TASK REQUIREMENTS: Working from the records below, repeat exactly the lines starting at the line that contains "font-size:16px; font-weight:400; color:var(--muted)" and ending at the line that contains "font-size:16px; font-style:normal; color:var(--muted)", inclusive.

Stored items
----

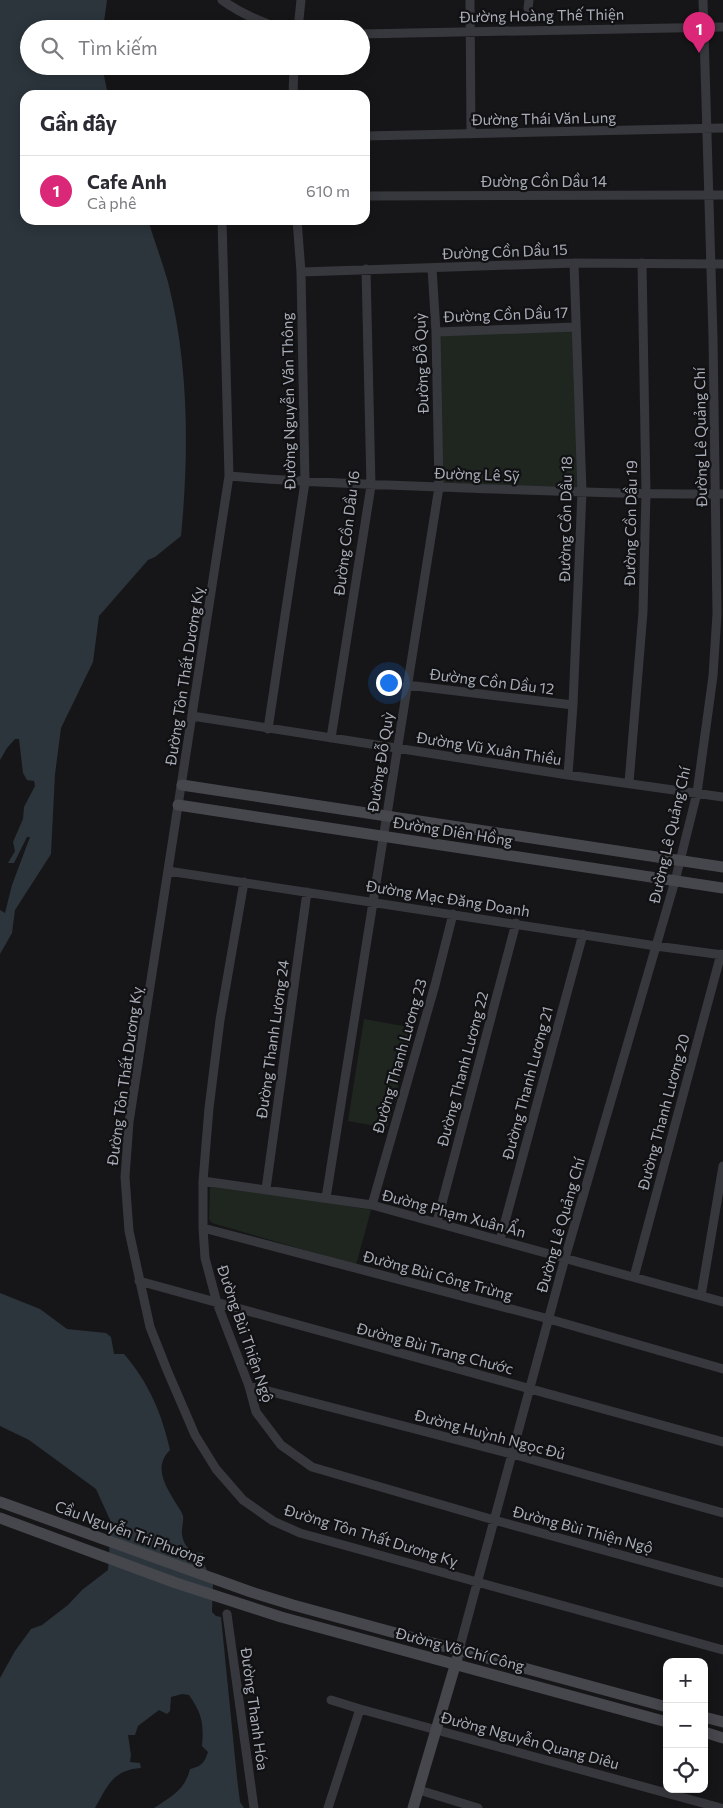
<!DOCTYPE html>
<html lang="vi">
<head>
<meta charset="utf-8">
<style>
	:root { --surface:#fff; --page:#f2f2f3; --text:#2b2b33; --muted:#7c7c81; --line:#e1e1e2; --accent:#db2777 }
	body { margin:0; font-family:Commissioner,sans-serif; background:var(--page); color:var(--text) }
	.controls { position:absolute; right:15px; bottom:15px; display:grid; overflow:hidden; border-radius:10px; box-shadow:0 2px 12px #0003 }
	.controls button { width:45px; height:45px; display:grid; place-items:center; padding:0; border:0; border-bottom:1px solid var(--line); background:var(--surface); color:var(--text); font:25px sans-serif }
	.you { position:absolute; left:388px; top:682px; width:18px; height:18px; margin:-12px; border:4px solid #fff; border-radius:50%; background:#1a73e8; box-shadow:0 0 0 8px #1a73e833 }
	.badge { display:grid; place-items:center; width:32px; height:32px; border-radius:50%; background:var(--accent); color:#fff; font-size:16px; font-weight:700 }
	.pin { position:absolute; translate:-50% -41px; filter:drop-shadow(0 1px 2px #0008) }
	.pin::after { content:''; position:absolute; top:26px; width:18px; height:15px; background:inherit; clip-path:polygon(0 0,100% 0,50% 100%) }
	.list { margin:0; padding:0; list-style:none }
	h2 { display:flex; justify-content:space-between; align-items:center; height:65px; margin:0; padding:0 20px; font-size:21px }
	h2 small { font-size:16px; font-weight:400; color:var(--muted) }
	.list li { display:grid; grid-template-columns:32px 1fr auto; gap:15px; align-items:center; box-sizing:border-box; height:70px; padding:0 20px; border-top:1px solid var(--line) }
	.list b { display:block; font-size:19px; white-space:nowrap }
	.list p { margin:0; font-size:16px; white-space:nowrap; color:var(--muted) }
	.list em { font-size:16px; font-style:normal; color:var(--muted) }
	.icon { flex:none; width:28px; height:28px; fill:none; stroke:currentColor; stroke-width:2; stroke-linecap:round; stroke-linejoin:round }
	.map { position:relative; flex:none; width:723px; height:1808px; overflow:hidden }
	.search { position:absolute; background:var(--surface); box-shadow:0 2px 12px #0003; left:20px; top:20px; width:350px; height:55px; display:flex; align-items:center; gap:12px; box-sizing:border-box; padding:0 18px; border-radius:28px; color:var(--muted); font-size:19px }
	.panel { position:absolute; background:var(--surface); box-shadow:0 2px 12px #0003; left:20px; top:90px; width:350px; height:135px; border-radius:15px }
	.map>svg:first-child { display:block }
</style>
</head>
<body>
<div class="map">
<svg width="723" height="1808" viewBox="0 0 723 1808">
	<rect width="100%" height="100%" fill="#161618"/>
	<!-- green -->
	<path fill="#1e261f" d="M 576,327 L 582,492 L 439,487 L 436,332 Z
		M 364,1019 L 414,1028 L 387,1128 L 348,1121 Z
		M 214,1184 L 371,1210 L 356,1265 L 212,1223 L 209,1219 L 210,1188 Z"/>
	<!-- water -->
	<path fill="#2c353c" d="M 0,0 L 107,0 L 103,29 L 29,29 L 29,66 L 102,66 L 108,95 L 25,95 L 25,220 L 148,220 C 154,240 162,261 168,282 C 189,365 189,452 181,536 L 155,557 L 148,560 L 99,616 L 93,662 L 61,728 L 55,774 L 51,854 L 15,910 L 12,933 L 0,954 L 0,910 L 5,913 L 12,885 L 30,837 L 27,837 L 14,863 L 8,863 L 15,851 L 13,842 L 23,819 L 24,807 L 35,786 L 34,781 L 27,780 L 23,773 L 19,739 L 15,739 L 7,748 L 0,760 Z
		M 0,1293 L 40,1309 L 67,1329 L 106,1333 L 111,1337 L 114,1354 L 124,1354 C 149,1383 162,1414 170,1450 C 152,1468 167,1488 177,1505 C 179,1508 182,1512 183,1516 C 184,1522 181,1529 182,1535 C 184,1547 191,1553 203,1553 L 202,1559 L 213,1584 L 212,1612 L 216,1616 L 221,1617 L 237,1778 L 240,1802 L 244,1808 L 154,1808 C 172,1796 185,1790 190,1769 C 202,1766 204,1763 208,1752 L 202,1746 C 204,1723 202,1714 189,1695 L 182,1694 L 171,1697 L 170,1711 L 167,1714 L 159,1710 L 138,1726 L 135,1735 L 128,1735 L 131,1755 L 130,1762 L 140,1763 L 141,1768 C 113,1770 108,1785 95,1808 L 0,1808 L 0,1678 L 15,1651 L 31,1629 L 42,1625 L 68,1605 L 82,1590 L 108,1570 L 111,1522 L 96,1489 L 29,1440 L 0,1426 Z"/>
	<g fill="none" stroke-linecap="round" stroke-linejoin="round">
		<!-- street -->
		<path stroke="#37383d" stroke-width="9" d="M 222,0 C 240,13 260,22 282,29
			M 470,0 L 471,134
			M 528,8 L 529,0
			M 298,29 L 301,0
			M 361,34 L 723,27
			M 293,95 L 294,66
			M 365,136 L 723,128
			M 365,196 L 723,195
			M 222,220 L 229,476 L 129,1122 L 125,1177 L 129,1231 L 150,1327 L 167,1370 L 195,1435 L 216,1469 L 243,1500 L 273,1521 L 300,1533 L 723,1650
			M 301,272 L 574,263 L 723,264
			M 436,332 L 576,327
			M 229,476 C 308,483 386,485 465,488 C 551,491 637,495 723,494
			M 407,685 L 573,705
			M 192,716 L 568,775 L 723,797
			M 268,729 L 305,482 L 301,272 L 297,220
			M 331,738 L 371,486 L 366,269
			M 568,775 L 573,705 L 582,492 L 574,263
			M 629,783 L 643,612 L 646,493 L 642,263
			M 168,871 L 656,946 L 723,955
			M 244,882 L 220,1020 L 209,1108 L 203,1181 L 203,1228 L 205,1258 L 217,1303 L 249,1386 L 256,1412 L 281,1445 L 312,1467 L 494,1520 L 723,1583
			M 203,1181 L 372,1205 L 723,1302
			M 266,1189 L 307,892
			M 326,1198 L 439,487 L 436,332 L 432,268
			M 372,1205 L 435,985 L 453,914
			M 437,1222 L 516,923
			M 203,1228 L 549,1319 L 723,1369
			M 500,1240 L 583,934
			M 634,1277 L 721,954
			M 139,1281 L 723,1442
			M 701,1296 L 723,1166
			M 249,1386 L 512,1454 L 723,1513
			M 227,1614 L 254,1808
			M 459,1650 L 565,1258 L 675,881 L 697,793 L 713,676 L 717,614 L 713,337 L 703,0
			M 331,1700 L 360,1709 L 721,1808
			M 419,1790 L 478,1808
			M 328,1808 L 360,1709"/>
		<!-- secondary -->
		<path stroke="#45474d" stroke-width="11" d="M 182,785 L 723,867
			M 178,805 L 723,888
			M 0,1502 L 251,1592 L 293,1605 L 667,1707
			M 0,1518 L 176,1583 L 281,1617 L 667,1722
			M 704,1717 L 723,1722
			M 704,1732 L 723,1738
			M 413,1808 L 457,1659"/>
	</g>
	<g text-anchor="middle" stroke-width="4.5" stroke-linejoin="round" paint-order="stroke">
		<!-- street labels -->
		<g font-size="15" fill="#a8adb8" stroke="#111113">
			<text transform="translate(542 16) rotate(-1)" y="5">Đường Hoàng Thế Thiện</text>
			<text transform="translate(544 119) rotate(-1)" y="5">Đường Thái Văn Lung</text>
			<text x="544" y="187">Đường Cồn Dầu 14</text>
			<text transform="translate(505 252) rotate(-2)" y="5">Đường Cồn Dầu 15</text>
			<text transform="translate(506 315) rotate(-2)" y="5">Đường Cồn Dầu 17</text>
			<text transform="translate(422 363) rotate(-92)" y="5">Đường Đỗ Quỳ</text>
			<text transform="translate(289 401) rotate(-91)" y="5">Đường Nguyễn Văn Thông</text>
			<text transform="translate(701 437) rotate(-91)" y="5">Đường Lê Quảng Chí</text>
			<text transform="translate(477 475) rotate(2)" y="5">Đường Lê Sỹ</text>
			<text transform="translate(566 519) rotate(-89)" y="5">Đường Cồn Dầu 18</text>
			<text transform="translate(631 523) rotate(-89)" y="5">Đường Cồn Dầu 19</text>
			<text transform="translate(347 533) rotate(-83)" y="5">Đường Cồn Dầu 16</text>
			<text transform="translate(185 676) rotate(-81)" y="5">Đường Tôn Thất Dương Kỵ</text>
			<text transform="translate(492 682) rotate(7)" y="5">Đường Cồn Dầu 12</text>
			<text transform="translate(489 749) rotate(9)" y="5">Đường Vũ Xuân Thiều</text>
			<text transform="translate(381 762) rotate(-81)" y="5">Đường Đỗ Quỳ</text>
			<text transform="translate(453 832) rotate(9)" y="5">Đường Diên Hồng</text>
			<text transform="translate(670 835) rotate(-77)" y="5">Đường Lê Quảng Chí</text>
			<text transform="translate(448 899) rotate(9)" y="5">Đường Mạc Đăng Doanh</text>
			<text transform="translate(273 1039) rotate(-82)" y="5">Đường Thanh Lương 24</text>
			<text transform="translate(400 1056) rotate(-74)" y="5">Đường Thanh Lương 23</text>
			<text transform="translate(463 1069) rotate(-75)" y="5">Đường Thanh Lương 22</text>
			<text transform="translate(125 1076) rotate(-82)" y="5">Đường Tôn Thất Dương Kỵ</text>
			<text transform="translate(528 1083) rotate(-75)" y="5">Đường Thanh Lương 21</text>
			<text transform="translate(664 1112) rotate(-75)" y="5">Đường Thanh Lương 20</text>
			<text transform="translate(454 1214) rotate(15)" y="5">Đường Phạm Xuân Ẩn</text>
			<text transform="translate(561 1225) rotate(-74)" y="5">Đường Lê Quảng Chí</text>
			<text transform="translate(438 1276) rotate(15)" y="5">Đường Bùi Công Trừng</text>
			<text transform="translate(245 1334) rotate(71)" y="5">Đường Bùi Thiện Ngộ</text>
			<text transform="translate(435 1349) rotate(15)" y="5">Đường Bùi Trang Chước</text>
			<text transform="translate(490 1435) rotate(15)" y="5">Đường Huỳnh Ngọc Đủ</text>
			<text transform="translate(583 1530) rotate(15)" y="5">Đường Bùi Thiện Ngộ</text>
			<text transform="translate(130 1533) rotate(20)" y="5">Cầu Nguyễn Tri Phương</text>
			<text transform="translate(371 1536) rotate(17)" y="5">Đường Tôn Thất Dương Kỵ</text>
			<text transform="translate(460 1650) rotate(15)" y="5">Đường Võ Chí Công</text>
			<text transform="translate(254 1709) rotate(82)" y="5">Đường Thanh Hóa</text>
			<text transform="translate(530 1741) rotate(15)" y="5">Đường Nguyễn Quang Diêu</text>
		</g>
	</g>
</svg>
<div class="controls">
<button>+</button>
<button>−</button>
<button><svg class="icon" aria-label="locate" viewBox="0 0 24 24"><circle cx="12" cy="12" r="6"/><path d="M12 2v4M12 18v4M2 12h4M18 12h4"/></svg></button>
</div>
<div class="you"></div>
<div class="pin badge" style="left:699px;top:53px">1</div>
<div class="search"><svg class="icon" aria-label="search" viewBox="0 0 24 24"><circle cx="10" cy="10" r="6"/><path d="M15 15l6 6"/></svg>Tìm kiếm</div>
<section class="panel">
<h2>Gần đây<small></small></h2>
<ul class="list">
<li><span class="badge">1</span><div><b>Cafe Anh</b><p>Cà phê</p></div><em>610 m</em></li>
</ul>
</section>
</div>
</body>
</html>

----

EXERCISE ANSWER:
	h2 small { font-size:16px; font-weight:400; color:var(--muted) }
	.list li { display:grid; grid-template-columns:32px 1fr auto; gap:15px; align-items:center; box-sizing:border-box; height:70px; padding:0 20px; border-top:1px solid var(--line) }
	.list b { display:block; font-size:19px; white-space:nowrap }
	.list p { margin:0; font-size:16px; white-space:nowrap; color:var(--muted) }
	.list em { font-size:16px; font-style:normal; color:var(--muted) }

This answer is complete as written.